With the Affordable Care Act [ACA] officially settling into the US’ political landscape, a pressing – but little noticed – issue is the provisions for increased compliance on industry promotion practices. Of specific concern is Section 6004 of the ACA, which demands more rigorous reporting on the distribution of free samples to physicians from pharmaceutical manufacturers. This particular piece of the legislation replaces parts of the Prescription Drug Marketing Act (PDMA) of 1987 and will begin to be enforced, most likely by early 2013.
Section 6004 now mandates that annual reports on distribution of samples be electronically submitted to the FDA, in contrast to PDMA provisions that left it to the discretion of regulators to request such information. As noted on the FDA web site:
The Affordable Care Act explicitly states that manufacturers and authorized distributors must submit the following information concerning drug sample distribution to FDA: (1) the identity and quantity of drug samples requested; (2) the identity and quantity of drug samples distributed; (3) the name, address, professional designation, and signature of any person who makes or signs for the request, and (4) any other category of information determined appropriate by the Secretary.
In addition to these requirements, the reports are to be sent to the FDA in XML (Extensible Markup Language) format. Howard Shatz, SPL and ACA 6004 Project Manager at Data Conversion Laboratory, told Pharm Exec that this puts additional obligations on manufacturers who contract their sample distribution to other companies, as “some drug makers will have to check with multiple companies in order to consolidate all of the information required under the law.”

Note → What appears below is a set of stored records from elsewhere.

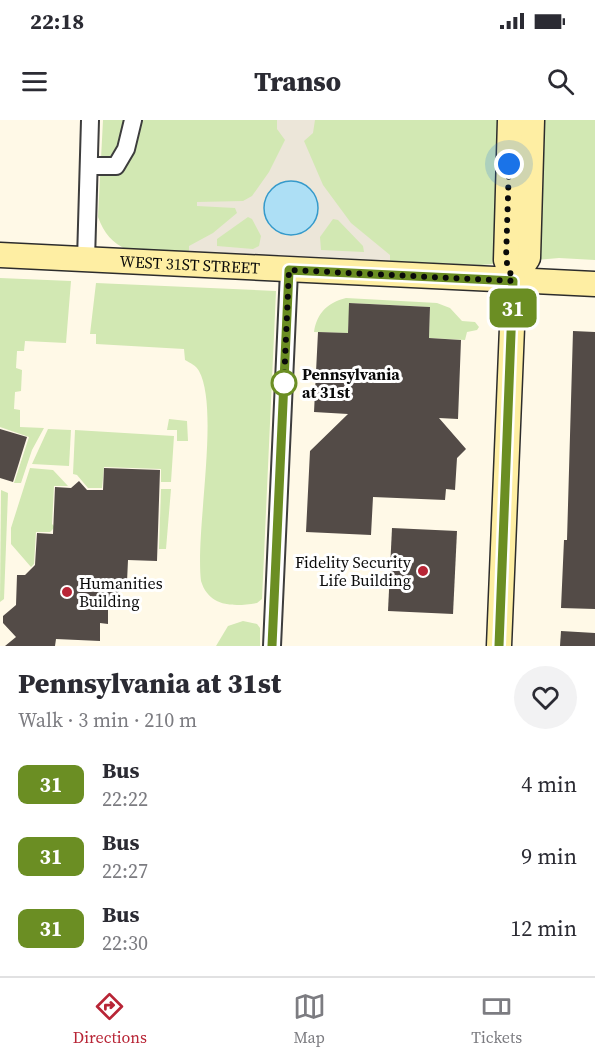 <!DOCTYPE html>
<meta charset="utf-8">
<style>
body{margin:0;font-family:"Source Serif 4",serif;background:#f2f2f3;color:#2b2b33;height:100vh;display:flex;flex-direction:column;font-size:22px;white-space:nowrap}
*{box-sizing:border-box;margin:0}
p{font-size:20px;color:#7c7c81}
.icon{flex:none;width:33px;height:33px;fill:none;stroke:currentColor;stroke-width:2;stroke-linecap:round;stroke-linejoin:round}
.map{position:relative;height:526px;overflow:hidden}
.details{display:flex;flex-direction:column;background:#fff;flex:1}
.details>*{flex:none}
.badge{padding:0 12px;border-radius:9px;font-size:21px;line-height:39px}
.you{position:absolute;width:30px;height:30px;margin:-15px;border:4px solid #fff;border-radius:50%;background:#1a73e8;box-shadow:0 0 0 9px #1a73e833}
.map>.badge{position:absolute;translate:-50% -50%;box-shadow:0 0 0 3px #fff}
.round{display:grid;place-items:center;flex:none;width:63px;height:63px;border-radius:32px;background:#f2f2f3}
.overview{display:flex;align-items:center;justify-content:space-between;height:102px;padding:0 18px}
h1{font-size:28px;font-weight:800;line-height:45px}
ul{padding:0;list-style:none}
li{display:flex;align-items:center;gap:18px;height:72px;padding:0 18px}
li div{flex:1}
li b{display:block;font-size:22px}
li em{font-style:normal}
li .badge{min-width:66px;font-weight:700;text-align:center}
.status{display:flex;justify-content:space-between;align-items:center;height:42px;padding:0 30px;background:#fff;direction:ltr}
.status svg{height:16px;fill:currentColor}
header{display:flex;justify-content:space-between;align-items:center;height:78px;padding:0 18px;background:#fff;font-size:27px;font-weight:800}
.dock{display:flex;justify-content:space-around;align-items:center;height:84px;border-top:2px solid #e1e1e2;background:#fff;font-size:16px;color:#7c7c81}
.dock a{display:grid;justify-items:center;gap:3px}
.dock .on{color:#b82536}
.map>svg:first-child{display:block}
.green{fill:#d2e8b3}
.plaza{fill:#ece6d9;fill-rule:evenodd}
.water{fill:#addff5;stroke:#359acb;stroke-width:1.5}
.building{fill:#534b47}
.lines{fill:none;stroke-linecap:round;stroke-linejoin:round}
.minor-casing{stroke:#3d3d3d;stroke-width:20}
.secondary-casing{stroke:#2c2c2c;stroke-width:27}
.minor{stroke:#fff;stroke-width:16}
.secondary{stroke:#feeea3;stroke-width:24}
.line-casing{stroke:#fff;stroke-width:14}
.line{stroke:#6b8e23;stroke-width:9}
.walk{stroke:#0a0a0a;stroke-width:6;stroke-dasharray:0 10.8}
.stop-dot{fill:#fff;stroke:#6b8e23;stroke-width:3}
.poi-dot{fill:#b82536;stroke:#fff;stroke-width:2}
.labels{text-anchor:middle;stroke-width:6;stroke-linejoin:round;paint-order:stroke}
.street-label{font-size:16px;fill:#0a0a0a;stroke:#fff}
.stop-label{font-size:16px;font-weight:bold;fill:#0a0a0a;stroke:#fff;text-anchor:start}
.poi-label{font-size:16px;fill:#0a0a0a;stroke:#fff;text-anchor:end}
</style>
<div class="status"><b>22:18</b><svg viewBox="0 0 49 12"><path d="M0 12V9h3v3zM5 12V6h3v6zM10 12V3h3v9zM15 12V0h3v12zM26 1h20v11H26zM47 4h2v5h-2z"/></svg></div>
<header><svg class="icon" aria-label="menu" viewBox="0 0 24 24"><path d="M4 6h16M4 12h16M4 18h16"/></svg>Transo<svg class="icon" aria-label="search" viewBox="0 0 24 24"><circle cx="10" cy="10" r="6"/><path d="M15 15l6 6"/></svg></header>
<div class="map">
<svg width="595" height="526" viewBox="0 0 595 526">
<rect width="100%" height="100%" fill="#fff9e7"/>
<g class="green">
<path d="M 103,0 L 595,0 L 595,140 L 559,138 L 481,145 L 128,130 C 112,123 104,113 98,97 Z"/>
<path d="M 0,158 L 71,161 L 66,223 L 25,221 L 24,231 L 17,231 L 16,248 L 22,250 L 21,271 L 15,272 L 14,289 L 20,290 L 20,307 L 44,308 L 32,330 L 21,363 L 14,363 L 29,317 L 0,307 Z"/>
<path d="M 96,163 L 276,171 L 262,479 L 257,483 C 233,487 209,487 201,461 C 195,410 220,290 199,251 C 196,245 190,243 185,240 L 184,229 L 96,224 L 96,214 L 90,214 Z"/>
<path d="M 346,178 L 437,183 L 450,188 L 462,201 L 475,202 L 479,207 L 477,210 L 467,212 L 465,220 L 429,218 L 430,187 L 350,183 L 348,213 L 314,212 C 317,193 327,183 346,178 Z"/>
<path d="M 169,299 L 187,301 L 188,321 L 177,321 L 177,310 L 167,310 Z"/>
<path d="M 48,309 L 71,310 L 69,346 L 32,344 Z"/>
<path d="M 75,310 L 174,316 L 171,362 L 161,362 L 161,349 L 104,347 L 102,368 L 88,368 L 77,355 L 73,354 Z"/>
<path d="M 30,348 L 53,350 L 68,366 L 54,366 L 52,404 L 55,407 L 50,412 L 36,412 L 34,444 L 31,447 L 11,424 L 11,408 Z"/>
<path d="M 161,369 L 171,369 L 166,429 L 159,429 Z"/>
<path d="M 1,370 L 8,373 L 4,479 L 0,482 Z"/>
<path d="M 243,501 L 257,504 L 260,508 L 260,526 L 216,526 L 228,506 Z"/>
</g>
<path class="plaza" d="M 277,0 L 315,0 L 313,13 L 304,21 L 323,65 L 351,103 L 390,135 L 390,141 L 189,133 L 189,126 L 213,113 L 237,93 L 235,88 L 197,86 L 197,82 L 243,81 L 252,76 L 269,52 L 285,20 L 277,9 ZM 248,97 L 252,99 L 261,116 L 259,126 L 253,129 L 217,126 L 217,119 ZM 333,99 L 338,100 L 363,126 L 364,132 L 321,130 L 320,117 Z"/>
<circle class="water" cx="291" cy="88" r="27"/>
<g class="building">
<path d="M 349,183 L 430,187 L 429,218 L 461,220 L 458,299 L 439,298 L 466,329 L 457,338 L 455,370 L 446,369 L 445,380 L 373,377 L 371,415 L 306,412 L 310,331 L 348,294 L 314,292 L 318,212 L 348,213 Z"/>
<path d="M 573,211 L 595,212 L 595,489 L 561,488 L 564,420 L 567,420 Z"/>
<path d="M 0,309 L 27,317 L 13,362 L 0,358 Z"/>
<path d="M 104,348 L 160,350 L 157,441 L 128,440 L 127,462 L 119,462 L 118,482 L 108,482 L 108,504 L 100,503 L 100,521 L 56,519 L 55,526 L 5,526 L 16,517 L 3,503 L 3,496 L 16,485 L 17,455 L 25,455 L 35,445 L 37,413 L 53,414 L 55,367 L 71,368 L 79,361 L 87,370 L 103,370 Z"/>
<path d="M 392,408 L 457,411 L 453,494 L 388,491 Z"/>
<path d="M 561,511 L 595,513 L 595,526 L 560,526 Z"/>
</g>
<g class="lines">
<g class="minor-casing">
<g id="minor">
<path d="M 89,46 L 116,46 L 126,29 L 133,0"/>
<path d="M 86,140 L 90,0"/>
<path d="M 272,526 L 289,151"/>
</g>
</g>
<g class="secondary-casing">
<g id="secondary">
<path id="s1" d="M 0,135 L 595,164"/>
<path d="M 513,161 L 528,138 L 532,0"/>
<path d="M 499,526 L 513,183 L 513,161 L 506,140 L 510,0"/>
</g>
</g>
<use href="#minor" class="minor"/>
<use href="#secondary" class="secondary"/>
</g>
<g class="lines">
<g class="line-casing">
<path id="line" d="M 272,526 L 289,150 L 513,161 L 499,526"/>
</g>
<use href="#line" class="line"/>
<path class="walk" d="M 284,263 L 289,150 L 513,161 L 506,140 L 509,44"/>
</g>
<circle class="stop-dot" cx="284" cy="263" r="12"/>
<g class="poi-dot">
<circle cx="423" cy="451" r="6"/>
<circle cx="67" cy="472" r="6"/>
</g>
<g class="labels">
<g class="street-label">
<text dy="6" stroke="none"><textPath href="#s1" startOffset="190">WEST 31ST STREET</textPath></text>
</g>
<g class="stop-label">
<text x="302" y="260">Pennsylvania<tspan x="302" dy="18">at 31st</tspan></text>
</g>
<g class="poi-label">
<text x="411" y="448">Fidelity Security<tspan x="411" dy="18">Life Building</tspan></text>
<text x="79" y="469" text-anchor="start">Humanities<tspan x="79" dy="18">Building</tspan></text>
</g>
</g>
</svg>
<div class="you" style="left:509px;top:44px"></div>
<b class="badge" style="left:513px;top:188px;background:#6b8e23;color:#fff">31</b>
</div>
<section class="details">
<div class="overview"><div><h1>Pennsylvania at 31st</h1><p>Walk · 3 min · 210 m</p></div><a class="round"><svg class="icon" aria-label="heart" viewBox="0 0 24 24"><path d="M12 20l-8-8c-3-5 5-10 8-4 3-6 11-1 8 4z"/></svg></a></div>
<ul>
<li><span class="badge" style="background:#6b8e23;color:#fff">31</span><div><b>Bus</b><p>22:22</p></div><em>4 min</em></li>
<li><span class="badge" style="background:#6b8e23;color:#fff">31</span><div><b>Bus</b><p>22:27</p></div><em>9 min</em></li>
<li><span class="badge" style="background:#6b8e23;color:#fff">31</span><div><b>Bus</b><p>22:30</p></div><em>12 min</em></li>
</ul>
</section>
<nav class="dock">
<a class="on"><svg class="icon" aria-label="directions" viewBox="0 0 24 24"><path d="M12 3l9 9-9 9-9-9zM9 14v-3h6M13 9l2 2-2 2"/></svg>Directions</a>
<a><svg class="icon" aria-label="map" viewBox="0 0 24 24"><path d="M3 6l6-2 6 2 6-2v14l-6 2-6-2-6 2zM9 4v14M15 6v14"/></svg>Map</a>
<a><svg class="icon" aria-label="tickets" viewBox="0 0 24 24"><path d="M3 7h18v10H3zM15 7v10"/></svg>Tickets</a>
</nav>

Shatz also points out that this data will be analyzed and speculates “that it could be an easy way of identifying doctors who are abusing the system.” Clearly, the practice of providing free samples has come under increased scrutiny. The European Federation of Pharmaceutical Industries and Associations [EFPIA], established sample distribution caps on members in 2010 as a result of ethical concerns by patient groups and governments, including the assertion that an unlimited “sampling culture” directs physicians away from prescribing more appropriate and affordable medicines. The intent behind the new US reform language is unclear at this point, but with this European precedent and a regulatory climate that is more skeptical of industry marketing claims, the prospect of formal limits on sampling in the US is now on the radar screen.
Nevertheless, opinion remains divided on whether these specific requirements will lead to a broader crackdown on sampling. Many observers say that bureaucratic realities are such that the provision of advance notice means the data will be applied, rather than just warehoused. However, there is another aspect to the story: Section 6004 could render obsolete the push toward tougher state regulations intended to supplement PDMA’s lax directives. Federal oversight might save companies the headache of accounting for myriad discrepancies in compliance, on a state to state basis.
What is clear is the implications will start to narrow as implementation of Section 6004 moves forward and the effects of the overhaul are assessed in real time by providers, regulators and politicians. Like it or not, a tipping point in the debate on drug sampling is at hand.